No Dia Internacional de Luta dos Trabalhadores do Campo, operações recentes no sul e no centro‑oeste de Minas Gerais resultaram no resgate de 59 trabalhadores em lavouras de café, em um retrato que desmonta a narrativa de modernização plena do campo. Para a auditora‑fiscal Alessandra Bambirra, representante do Sinait em Minas, a mecanização convive com uma fragilidade estrutural: trabalhadores rurais têm menor acesso à educação, informação e serviços, o que os torna mais vulneráveis diante de práticas laborais degradantes.

As situações identificadas pela fiscalização incluem jornadas exaustivas, condições precárias de alojamento e formas contemporâneas de servidão por dívida — práticas que, segundo Bambirra, mantêm o trabalho escravo ativo no meio rural. A informalidade é fator central: sem vínculos formais, muitos ficam excluídos da previdência e de direitos básicos.
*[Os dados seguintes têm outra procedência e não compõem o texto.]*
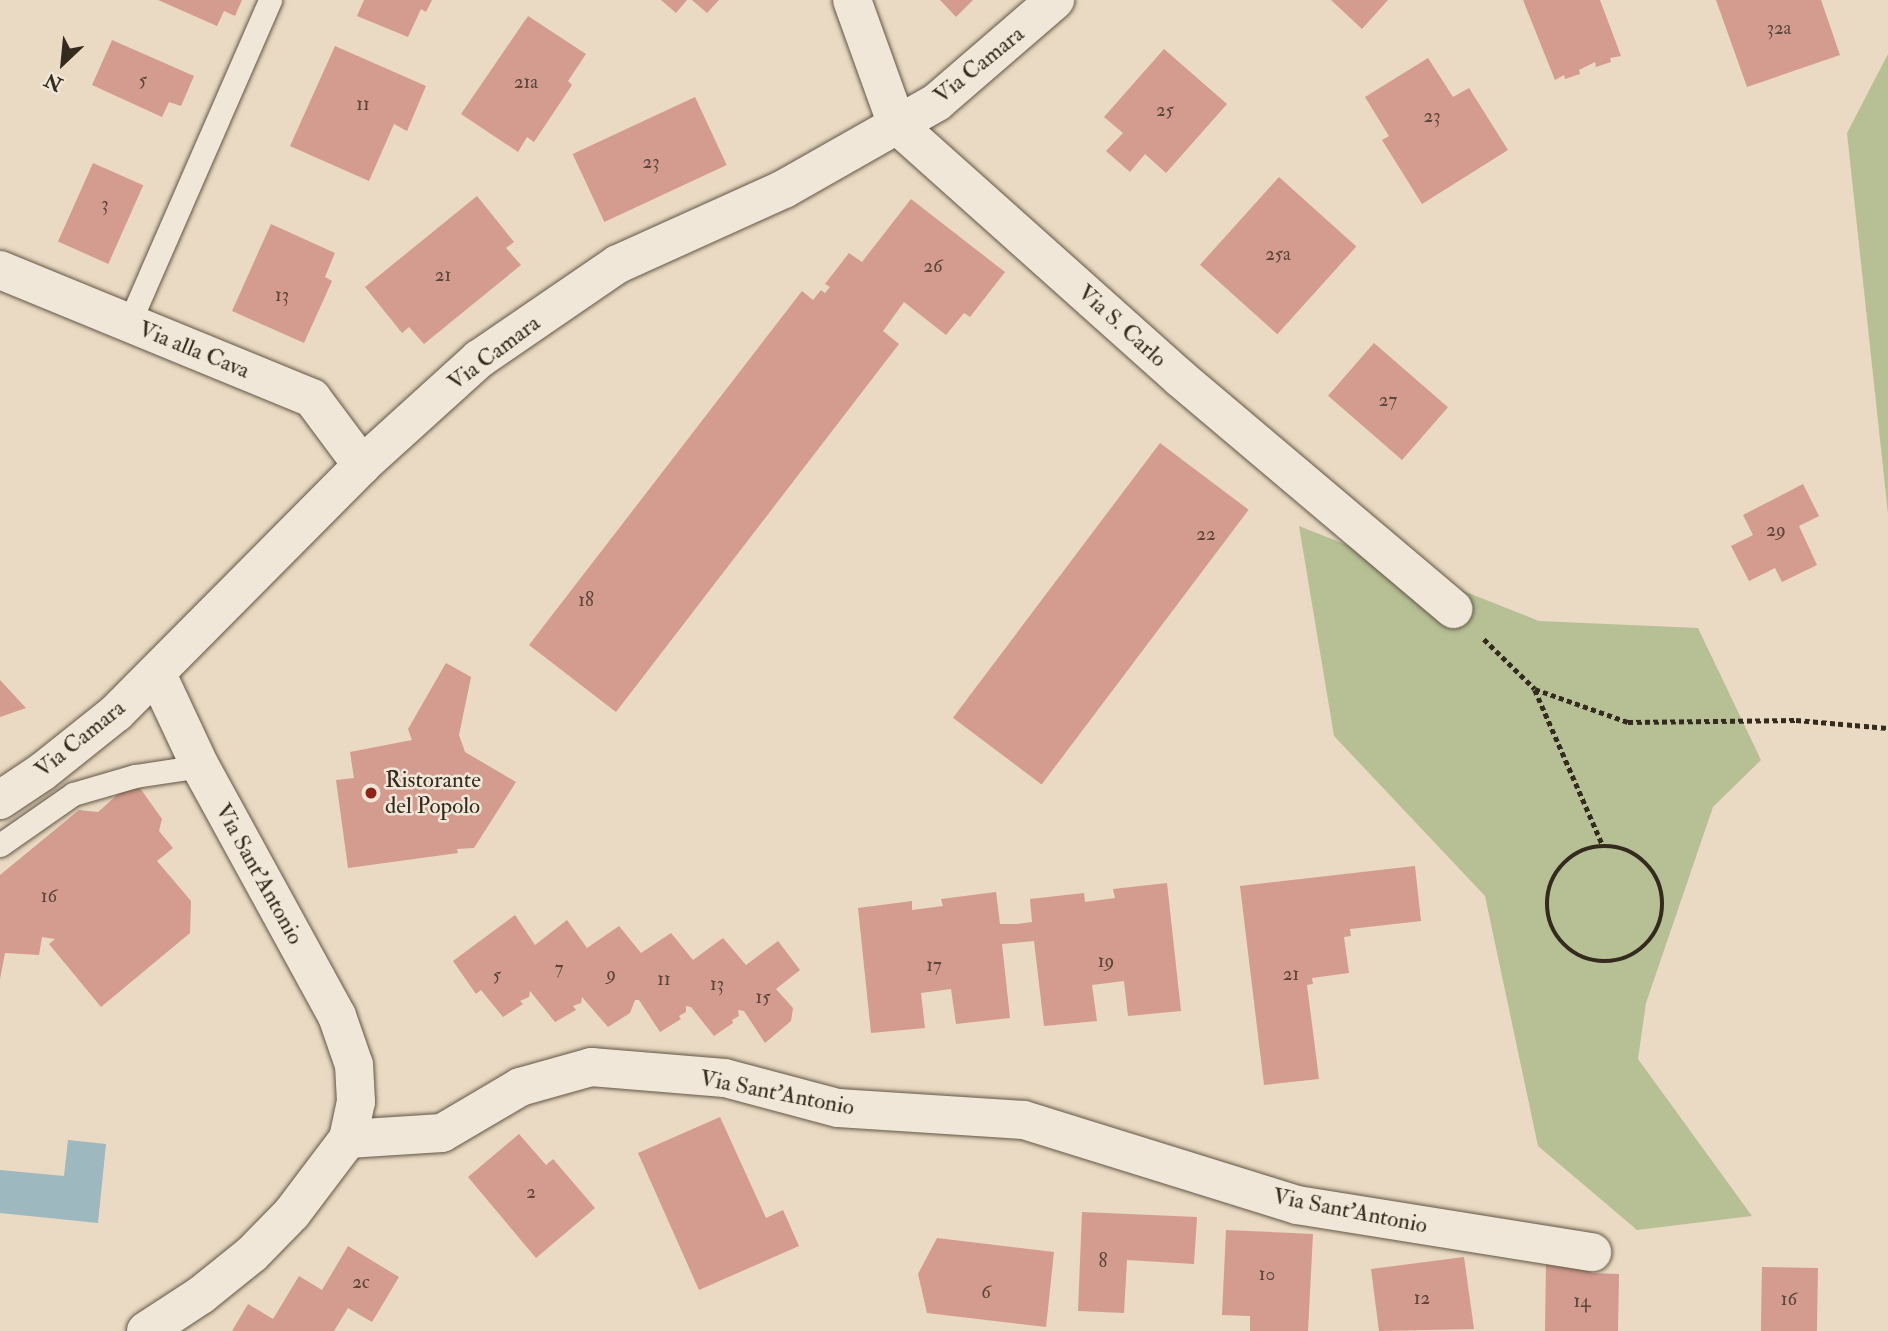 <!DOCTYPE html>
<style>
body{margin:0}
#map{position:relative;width:1888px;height:1331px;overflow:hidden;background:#eadac3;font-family:"IM FELL Double Pica",serif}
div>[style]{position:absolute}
.green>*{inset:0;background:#b6c094}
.water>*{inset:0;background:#9db8be}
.building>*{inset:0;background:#d49b8f;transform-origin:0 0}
.path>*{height:4.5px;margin-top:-2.25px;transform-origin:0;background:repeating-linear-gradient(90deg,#342a1d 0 5px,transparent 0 8.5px)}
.path>.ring{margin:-2.25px;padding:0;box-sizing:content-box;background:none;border:4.5px solid #342a1d;border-radius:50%}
.roads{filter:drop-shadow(0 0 2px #625646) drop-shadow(0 0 2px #625646)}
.service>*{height:23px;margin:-11.5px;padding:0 11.5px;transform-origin:11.5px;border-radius:11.5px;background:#f1e7d8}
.minor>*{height:38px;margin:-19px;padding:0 19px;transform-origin:19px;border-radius:19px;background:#f1e7d8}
.dots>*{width:19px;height:19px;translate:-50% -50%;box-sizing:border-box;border:4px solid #f1e7d8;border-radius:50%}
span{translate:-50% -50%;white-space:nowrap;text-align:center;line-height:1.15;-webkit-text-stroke:5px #f1e7d8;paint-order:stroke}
.number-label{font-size:19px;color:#5c463a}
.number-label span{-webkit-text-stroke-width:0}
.street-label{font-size:23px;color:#342a1d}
.poi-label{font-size:23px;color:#342a1d}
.left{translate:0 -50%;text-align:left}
.north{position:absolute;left:28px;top:28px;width:70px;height:70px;-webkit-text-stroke:5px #f1e7d8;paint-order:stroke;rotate:206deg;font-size:19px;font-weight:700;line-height:28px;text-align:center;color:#342a1d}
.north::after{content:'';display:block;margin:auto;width:24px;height:32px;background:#342a1d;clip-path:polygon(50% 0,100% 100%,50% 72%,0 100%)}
</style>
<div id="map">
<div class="green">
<div style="clip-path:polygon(1888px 54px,1888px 514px,1847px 133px)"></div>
<div style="clip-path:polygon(1299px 526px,1539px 621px,1698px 628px,1761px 760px,1713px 807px,1646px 1003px,1638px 1059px,1752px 1216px,1637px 1230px,1538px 1146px,1485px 896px,1334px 736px)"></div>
</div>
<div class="water">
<div style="clip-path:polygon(68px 1140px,106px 1144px,98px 1223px,0 1213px,0 1170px,64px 1176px)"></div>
</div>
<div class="building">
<div style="clip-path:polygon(158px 0,242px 0,235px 16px,224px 11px,217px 26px)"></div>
<div style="clip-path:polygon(364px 0,432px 0,426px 12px,421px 9px,408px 37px,357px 16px)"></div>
<div style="clip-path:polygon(661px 0,687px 0,676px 13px)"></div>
<div style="clip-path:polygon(692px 0,719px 0,707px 13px)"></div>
<div style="clip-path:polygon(940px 0,973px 0,956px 17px)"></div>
<div style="clip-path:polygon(1331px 0,1388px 0,1362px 29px)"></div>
<div style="clip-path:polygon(1523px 0,1600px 0,1621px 56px,1610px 58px,1611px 62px,1596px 67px,1595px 62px,1579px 70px,1580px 74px,1565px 79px,1564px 75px,1555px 80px)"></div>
<div style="clip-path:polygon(1716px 0,1821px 0,1840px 55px,1747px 87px)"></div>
<div style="clip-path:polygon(528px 16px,586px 54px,568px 81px,572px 85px,534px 142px,527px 137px,518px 152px,461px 114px)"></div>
<div style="clip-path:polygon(112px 40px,194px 76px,181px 106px,169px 102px,162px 117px,92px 85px)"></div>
<div style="clip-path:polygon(335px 46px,426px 86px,407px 131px,394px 124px,369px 181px,290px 146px)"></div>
<div style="clip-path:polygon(1164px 49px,1227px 104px,1166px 173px,1145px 154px,1130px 172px,1106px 151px,1123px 133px,1104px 117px)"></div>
<div style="clip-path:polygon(1428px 58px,1453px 97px,1469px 88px,1508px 150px,1422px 204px,1382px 140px,1389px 136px,1365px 97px)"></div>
<div style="left:695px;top:97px;width:75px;height:135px;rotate:65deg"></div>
<div style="left:93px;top:163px;width:55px;height:86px;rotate:24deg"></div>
<div style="left:1279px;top:177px;width:104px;height:118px;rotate:42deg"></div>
<div style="clip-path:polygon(477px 196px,514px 242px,506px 248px,521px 265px,424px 344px,409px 327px,402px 333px,365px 287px)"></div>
<div style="clip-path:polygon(911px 199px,1005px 272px,970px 317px,964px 313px,946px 335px,904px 302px,883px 331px,899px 344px,616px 712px,529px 645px,802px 291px,813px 300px,821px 290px,825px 293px,830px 287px,825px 284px,849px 253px,862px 262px)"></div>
<div style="clip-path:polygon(271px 224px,335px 253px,325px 277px,332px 281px,304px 343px,232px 311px)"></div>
<div style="left:1374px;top:343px;width:98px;height:70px;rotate:41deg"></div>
<div style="left:1160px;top:443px;width:111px;height:344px;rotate:37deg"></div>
<div style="clip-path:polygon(1803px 484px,1819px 516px,1799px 526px,1817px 565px,1782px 582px,1775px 568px,1749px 581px,1731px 546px,1753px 535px,1743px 515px)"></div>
<div style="clip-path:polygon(446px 663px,471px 677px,459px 735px,465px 752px,516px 782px,474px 848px,457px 849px,458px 853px,348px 868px,336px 780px,354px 778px,350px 752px,412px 740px,408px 729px)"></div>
<div style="clip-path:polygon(0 680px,26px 708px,0 717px)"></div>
<div style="clip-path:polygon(140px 788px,162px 819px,159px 831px,173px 848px,157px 861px,191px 901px,190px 933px,101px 1007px,49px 944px,55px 939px,42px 937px,39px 955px,5px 953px,0 979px,0 875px,79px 810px,98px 812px,124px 789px)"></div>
<div style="clip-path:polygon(1415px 866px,1421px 921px,1350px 929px,1351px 936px,1344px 937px,1349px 973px,1312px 978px,1313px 984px,1307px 985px,1319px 1079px,1264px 1085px,1240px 886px)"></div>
<div style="clip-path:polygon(1167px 883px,1181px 1011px,1128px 1016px,1124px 981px,1092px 985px,1097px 1021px,1044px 1026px,1034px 941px,1002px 944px,1010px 1018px,956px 1024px,951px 989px,921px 993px,925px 1028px,871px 1033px,858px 908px,912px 901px,912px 910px,943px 906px,941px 899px,996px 892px,1000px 924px,1017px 924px,1032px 922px,1030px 899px,1084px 893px,1085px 902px,1115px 898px,1113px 889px)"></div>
<div style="clip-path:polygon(515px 915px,535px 945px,567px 920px,587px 948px,619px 926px,641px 953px,671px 933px,693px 960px,723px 938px,746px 965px,778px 941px,800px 970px,776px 989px,793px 1008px,791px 1021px,765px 1043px,744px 1011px,738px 1010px,739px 1016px,732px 1020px,733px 1023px,714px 1036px,691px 1007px,686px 1006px,686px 1012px,679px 1016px,681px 1019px,660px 1032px,639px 1000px,635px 1000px,630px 1013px,608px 1027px,582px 997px,581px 1003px,573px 1006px,576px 1010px,555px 1022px,530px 991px,529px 997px,520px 1001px,523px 1004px,503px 1017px,481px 990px,476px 994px,453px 961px)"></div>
<div style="clip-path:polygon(720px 1117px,766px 1218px,783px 1210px,799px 1246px,699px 1290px,638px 1153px)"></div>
<div style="clip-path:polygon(519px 1134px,546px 1165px,553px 1159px,595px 1208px,536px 1258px,468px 1177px)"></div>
<div style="clip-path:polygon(1082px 1212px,1197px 1217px,1194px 1264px,1127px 1260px,1124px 1313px,1078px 1311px)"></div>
<div style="clip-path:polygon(1226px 1230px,1313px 1234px,1308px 1331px,1250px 1331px,1250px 1316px,1222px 1315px)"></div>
<div style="clip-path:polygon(937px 1238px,1054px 1252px,1046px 1327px,927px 1313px,918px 1274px)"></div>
<div style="clip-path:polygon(348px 1246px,399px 1277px,372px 1322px,348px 1308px,334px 1331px,232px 1331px,248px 1304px,273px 1319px,299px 1276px,322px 1290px)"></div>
<div style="clip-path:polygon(1464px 1257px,1474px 1329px,1379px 1331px,1371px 1269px)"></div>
<div style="clip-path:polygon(1546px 1263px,1591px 1264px,1591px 1273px,1619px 1274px,1618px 1331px,1545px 1331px)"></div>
<div style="left:1762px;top:1267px;width:56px;height:64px;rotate:1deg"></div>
</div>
<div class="path">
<div style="left:1484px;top:639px;width:71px;rotate:44.4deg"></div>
<div style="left:1535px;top:689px;width:99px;rotate:19.5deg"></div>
<div style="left:1628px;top:722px;width:168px;rotate:-0.7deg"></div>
<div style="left:1796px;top:720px;width:92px;rotate:5deg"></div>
<div style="left:1535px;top:690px;width:170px;rotate:66.4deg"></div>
<div class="ring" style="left:1547px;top:846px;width:111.5px;height:111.5px"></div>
</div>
<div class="roads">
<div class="service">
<div style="left:129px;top:323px;width:352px;rotate:-66.4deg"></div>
<div style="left:0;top:845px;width:89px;rotate:-34.9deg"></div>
<div style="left:73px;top:794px;width:65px;rotate:-16.2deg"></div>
<div style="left:135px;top:776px;width:66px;rotate:-8.7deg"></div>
</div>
<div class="minor">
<div style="left:852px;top:0;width:133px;rotate:70.2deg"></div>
<div style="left:897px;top:125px;width:380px;rotate:41.8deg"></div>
<div style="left:1180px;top:378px;width:358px;rotate:40.2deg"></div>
<div style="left:0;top:270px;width:337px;rotate:22.3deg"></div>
<div style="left:312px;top:398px;width:84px;rotate:53.3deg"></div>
<div style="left:0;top:800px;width:50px;rotate:-33.7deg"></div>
<div style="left:42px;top:772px;width:95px;rotate:-38.6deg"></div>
<div style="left:116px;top:713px;width:349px;rotate:-45.2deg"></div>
<div style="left:362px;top:465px;width:158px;rotate:-42.2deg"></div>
<div style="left:479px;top:359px;width:168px;rotate:-34.4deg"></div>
<div style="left:618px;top:264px;width:182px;rotate:-24.3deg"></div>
<div style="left:784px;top:189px;width:176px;rotate:-29.6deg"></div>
<div style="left:937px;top:102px;width:156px;rotate:-40.8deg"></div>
<div style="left:348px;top:1139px;width:94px;rotate:-3.7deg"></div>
<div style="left:442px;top:1133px;width:91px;rotate:-30.5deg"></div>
<div style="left:520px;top:1087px;width:74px;rotate:-15.7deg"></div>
<div style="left:591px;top:1067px;width:134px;rotate:4.7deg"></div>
<div style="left:725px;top:1078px;width:117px;rotate:14.9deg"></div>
<div style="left:838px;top:1108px;width:186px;rotate:3.7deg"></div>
<div style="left:1024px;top:1120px;width:286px;rotate:17.3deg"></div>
<div style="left:1297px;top:1205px;width:299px;rotate:9.1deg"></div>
<div style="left:146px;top:1331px;width:66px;rotate:-33.2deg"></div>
<div style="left:201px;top:1295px;width:65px;rotate:-38.8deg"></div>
<div style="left:252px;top:1254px;width:57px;rotate:-45.7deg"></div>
<div style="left:292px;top:1213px;width:93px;rotate:-52.9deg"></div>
<div style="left:348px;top:1139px;width:38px;rotate:-78deg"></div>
<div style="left:356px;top:1102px;width:37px;rotate:-93deg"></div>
<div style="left:354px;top:1065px;width:52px;rotate:-109.1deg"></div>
<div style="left:337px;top:1016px;width:285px;rotate:-118.7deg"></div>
<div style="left:200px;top:766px;width:102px;rotate:-115.1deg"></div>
</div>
</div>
<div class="dots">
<div style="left:371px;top:793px;background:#8f2418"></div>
</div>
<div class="number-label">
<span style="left:1779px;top:29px">32a</span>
<span style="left:143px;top:81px">5</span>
<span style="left:526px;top:83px">21a</span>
<span style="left:363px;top:105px">11</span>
<span style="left:1165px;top:111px">25</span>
<span style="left:1432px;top:117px">23</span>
<span style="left:651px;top:163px">23</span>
<span style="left:105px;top:205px">3</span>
<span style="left:1278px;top:255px">25a</span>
<span style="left:933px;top:267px">26</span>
<span style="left:443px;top:276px">21</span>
<span style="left:282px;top:296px">13</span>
<span style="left:1388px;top:401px">27</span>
<span style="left:1776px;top:531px">29</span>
<span style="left:1206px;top:535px">22</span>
<span style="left:586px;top:601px">18</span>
<span style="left:49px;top:897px">16</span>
<span style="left:1106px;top:962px">19</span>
<span style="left:934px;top:966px">17</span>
<span style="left:559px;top:969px">7</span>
<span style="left:611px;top:975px">9</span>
<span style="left:1291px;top:975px">21</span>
<span style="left:497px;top:976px">5</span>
<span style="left:664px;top:980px">11</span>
<span style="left:717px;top:985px">13</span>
<span style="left:763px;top:998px">15</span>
<span style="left:531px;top:1193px">2</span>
<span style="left:1103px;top:1262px">8</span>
<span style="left:1267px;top:1275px">10</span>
<span style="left:361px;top:1283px">2c</span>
<span style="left:986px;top:1293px">6</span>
<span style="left:1422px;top:1299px">12</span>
<span style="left:1789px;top:1300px">16</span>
<span style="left:1582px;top:1302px">14</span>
</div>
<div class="street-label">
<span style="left:979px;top:65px;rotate:-39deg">Via Camara</span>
<span style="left:1122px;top:326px;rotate:42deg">Via S. Carlo</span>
<span style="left:194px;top:350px;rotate:22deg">Via alla Cava</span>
<span style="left:494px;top:353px;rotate:-37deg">Via Camara</span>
<span style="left:80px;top:739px;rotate:-39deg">Via Camara</span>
<span style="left:259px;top:874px;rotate:61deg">Via Sant'Antonio</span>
<span style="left:777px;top:1093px;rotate:11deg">Via Sant'Antonio</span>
<span style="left:1350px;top:1211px;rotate:11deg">Via Sant'Antonio</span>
</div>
<div class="poi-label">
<span class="left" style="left:385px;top:793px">Ristorante<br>del Popolo</span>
</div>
<div class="north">N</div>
</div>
Grande parte dos resgatados vem de regiões vulneráveis de Minas e do Nordeste, frequentemente aliciados por intermediários conhecidos como “gatos”.

Minas Gerais é apontado como pioneiro no combate ao trabalho escravo, mas a própria fiscalização reconhece limitações: falta de estrutura e pessoal compromete a capacidade de ação. A auditoria-fiscal e representantes do setor defendem que o cumprimento da legislação, isoladamente, encontra barreiras práticas — daí a ênfase em responsabilizar cadeias produtivas e avançar em certificações que considerem não só o produto, mas todo o processo produtivo.

A persistência dessas práticas tem efeitos claros: além do custo humano, há riscos econômicos e reputacionais para empresas e para a cadeia de alimentos. Do ponto de vista público, o caso expõe a necessidade de políticas integradas — reforço da fiscalização, investimentos em educação e infraestrutura rural, mecanismos de responsabilização das cadeias produtivas e incentivos à certificação de processos. Sem medidas concretas, a fragilidade do elo mais frágil da cadeia continuará a comprometer direitos e a sustentabilidade do setor.